Resurrected Failure or Insightful Overthinker?

This might not resonate with a lot of people or it might sound corny but hold on, don’t judge and give it a read.

A lot of people don’t know me, even in my immediate surrounding and those select few who do; don’t have the faintest idea about the real ME. So here is a small brief about me.. I’m a 28-year-old Software Developer in a service-based company suffering from Bipolar Disorder. But how did I land here?

Let me take you back to 2014, I had recently graduated from a prestigious college, Manipal Institute of Technology with a B.E in Biotechnology and absolutely no clue as to what I wanted to do with my life. Like most of my counterparts I had 2 options open to me : either take up the job I got during placement or go for higher studies. And being the less ambitious, scared newbie that I was, I dint sit for any exam; be it GATE, GRE or GMAT and since my joining letter had not arrived yet, I decided to join the MSc in Biomedical Genetics course offered by VIT, Vellore. And don’t get me wrong, its not a bad course; in fact I had the chance of interacting with some of the best minds, be it fellow classmates or teachers and I had a really amazing time!

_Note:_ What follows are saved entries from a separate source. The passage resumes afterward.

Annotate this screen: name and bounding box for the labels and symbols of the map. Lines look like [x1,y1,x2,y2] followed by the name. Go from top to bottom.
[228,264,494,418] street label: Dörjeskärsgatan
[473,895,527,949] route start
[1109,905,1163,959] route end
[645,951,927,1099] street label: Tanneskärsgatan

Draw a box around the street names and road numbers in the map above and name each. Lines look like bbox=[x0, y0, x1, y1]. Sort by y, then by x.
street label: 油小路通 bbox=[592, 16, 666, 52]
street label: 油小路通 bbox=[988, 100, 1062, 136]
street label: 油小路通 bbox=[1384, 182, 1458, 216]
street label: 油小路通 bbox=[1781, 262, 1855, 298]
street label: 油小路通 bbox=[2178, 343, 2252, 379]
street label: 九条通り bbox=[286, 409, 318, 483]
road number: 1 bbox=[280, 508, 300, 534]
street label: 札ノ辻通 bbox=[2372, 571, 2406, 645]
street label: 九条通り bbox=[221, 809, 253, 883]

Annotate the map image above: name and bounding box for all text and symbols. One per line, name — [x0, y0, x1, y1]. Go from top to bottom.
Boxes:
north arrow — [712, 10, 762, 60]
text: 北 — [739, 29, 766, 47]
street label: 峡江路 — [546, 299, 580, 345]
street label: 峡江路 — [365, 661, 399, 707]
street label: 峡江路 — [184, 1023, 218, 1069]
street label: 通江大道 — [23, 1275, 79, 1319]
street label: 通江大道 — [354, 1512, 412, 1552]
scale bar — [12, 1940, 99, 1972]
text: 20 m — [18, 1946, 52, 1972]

But once the exams arrived, my fear of failure kicked in coz lets face it.. I had not even taken Biology in 12th and this had some serious Biology coursework. I felt burdened and started having panic attacks. And one fine day I decided that I could do it no more, packed my bags, booked a train ticket and came straight back home. At this point I had no plans, no ideas what to do with life; fresh college drop out and with no job in hand I started to fall deep into the pits of depression. This was probably the time my family realized that I needed medical help. But yeah.. the medication was mind numbing and I was reluctant to accept it. Lots of people started pouring in their opinions regarding what I should do, I started avoiding social interactions, crying to myself at night or whenever I was alone. This pushed me to the point that I attempted to end my life.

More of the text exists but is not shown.